Tadashi Masuda received the ME degree in information engineering in 1978, and the PhD degree in mathematical engineering in 1987 from the University of Tokyo, Japan. In 1978 he joined Industrial Products Research Institute, Tsukuba Science City, Japan, which is reorganized as the National Institute of Bioscience and Human Technology in 1993. He is currently a chief of the Physiological Informatics Division. His research interests are in the instrumentation and analysis of myoelectric and myomagnetic signals for the diagnosis of human motor functions.
Tsugutake Sadoyama was born in Nagoya, Japan in 1941. He received the BPhysEd degree in 1966 from Tokyo University of Education and the PhD degree in 1993 of from Tsukuba University, Japan. He is currently an associate professor of applied physiology in the Department of Kansei Engineering in the Faculty of Textile Science and Technology at Shinshu University.
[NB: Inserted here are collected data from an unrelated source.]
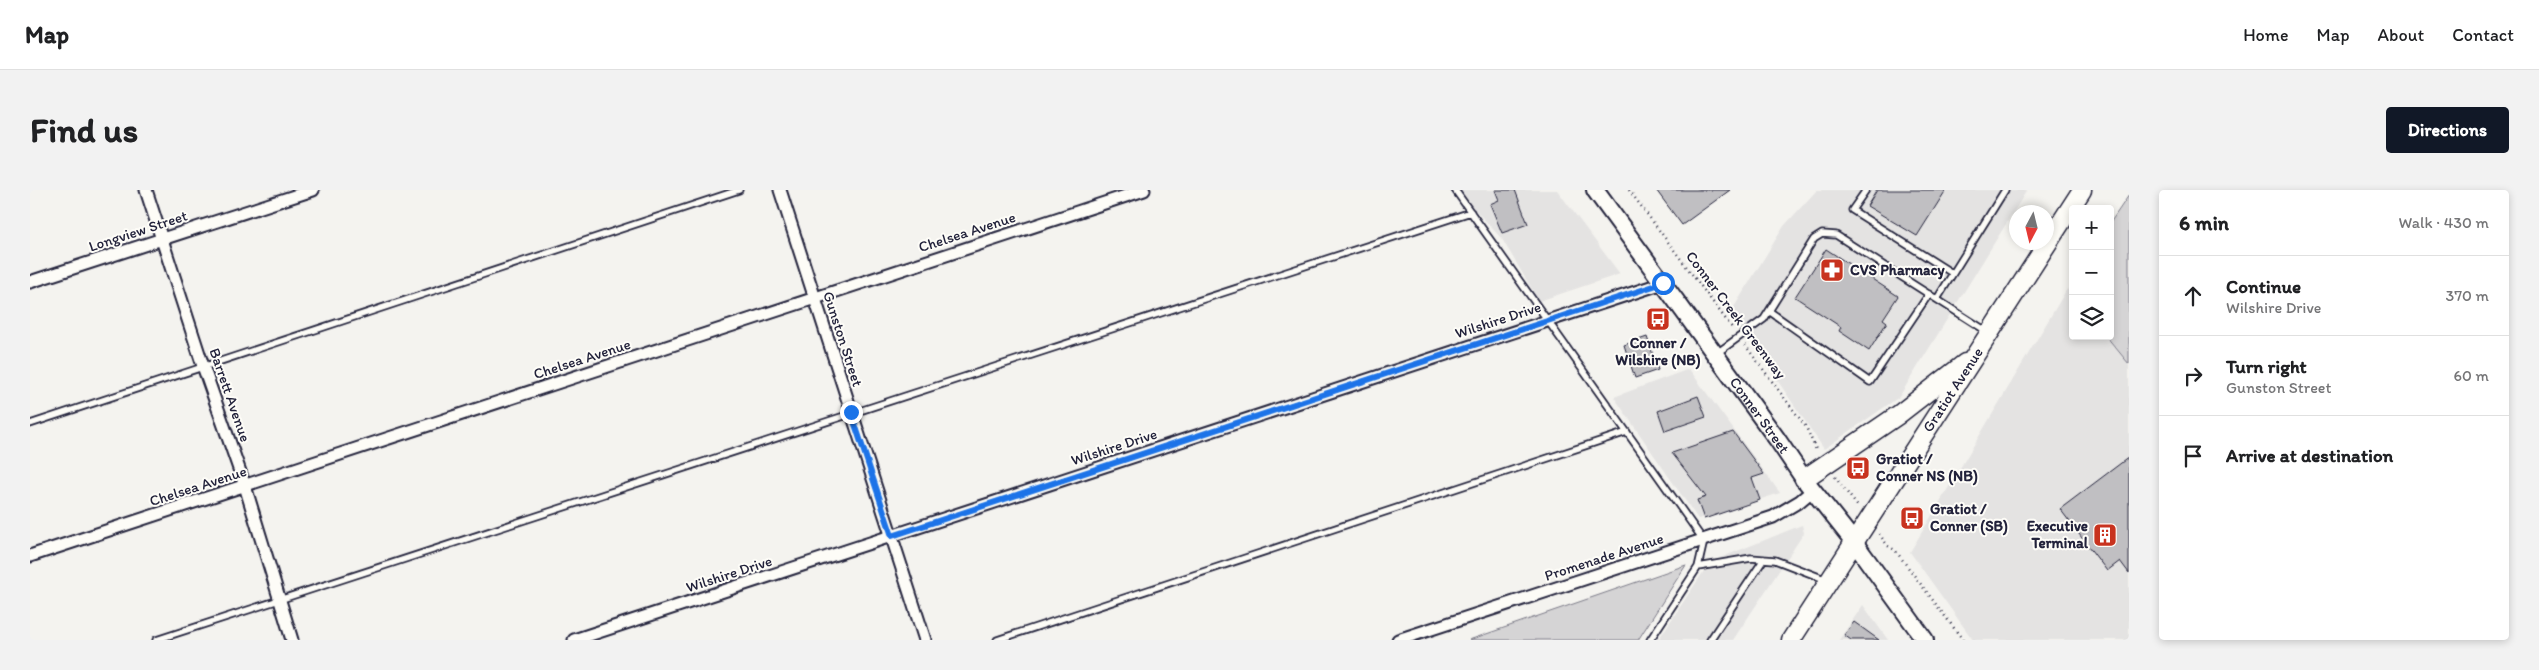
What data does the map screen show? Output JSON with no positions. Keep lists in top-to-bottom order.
{
  "streets": {
    "main road": ["Gratiot Avenue", "Conner Street"],
    "street": [
      "Longview Street",
      "Chelsea Avenue",
      "Wilshire Drive",
      "Gunston Street",
      "Barrett Avenue",
      "Promenade Avenue"
    ],
    "path": ["Conner Creek Greenway"]
  },
  "crossings": [
    ["Longview Street", "Barrett Avenue"],
    ["Chelsea Avenue", "Gunston Street"],
    ["Chelsea Avenue", "Barrett Avenue"],
    ["Wilshire Drive", "Gunston Street"],
    ["Wilshire Drive", "Conner Street"],
    ["Gratiot Avenue", "Conner Street"],
    ["Conner Street", "Promenade Avenue"]
  ],
  "places": {
    "pharmacy": ["CVS Pharmacy"],
    "bus stop": ["Conner / Wilshire (NB)", "Gratiot / Conner NS (NB)", "Gratiot / Conner (SB)"],
    "building": ["Executive Terminal"]
  },
  "north": "bottom",
  "page": {
    "header": "Map",
    "nav": [
      "Home",
      "Map",
      "About",
      "Contact"
    ],
    "buttons": "Directions",
    "title": "Find us",
    "heading": ["6 min", "Walk · 430 m"],
    "map_buttons": ["+", "−"],
    "list": [
      ["Continue", "Wilshire Drive", "370 m"],
      ["Turn right", "Gunston Street", "60 m"],
      "Arrive at destination"
    ]
  }
}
His current research and teaching interests concentrate on the area of psychophysiology in ergonomics.
Mitsuharu Inaki received the PhD degree in health and sport sciences from the University of Tsukuba, Japan, in 1994. After working as an assistant at the University of Tsukuba from 1994 to 1997, he has been affiliated with Seinan Jo Gakuin University in Kyushu, Japan. His major interests include the energy metabolism using 31P-NMR during exercise.
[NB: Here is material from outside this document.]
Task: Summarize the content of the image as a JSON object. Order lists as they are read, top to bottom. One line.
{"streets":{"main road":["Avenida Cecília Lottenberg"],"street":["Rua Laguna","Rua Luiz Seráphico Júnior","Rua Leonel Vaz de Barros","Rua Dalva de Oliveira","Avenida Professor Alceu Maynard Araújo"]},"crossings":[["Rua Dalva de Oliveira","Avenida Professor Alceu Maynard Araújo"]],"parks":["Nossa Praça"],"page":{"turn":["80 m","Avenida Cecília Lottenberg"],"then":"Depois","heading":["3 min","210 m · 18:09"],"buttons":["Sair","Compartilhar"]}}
Shigeru Katsuta received the PhD degree in medicine from Kyushu University, Japan, in 1974. He worked as a guest professor in Washington State University from 1974 to 1975. After working as an associate professor at Kyushu University, he has been affiliated with the Exercise Physiology Laboratory at the Institute of Health and Sport Sciences, the University of Tsukuba, since 1979. His major research interests include the plasticity of skeletal muscle with exercise. He is currently the chairperson of the board of trustees in the Japanese Society of Physical Education.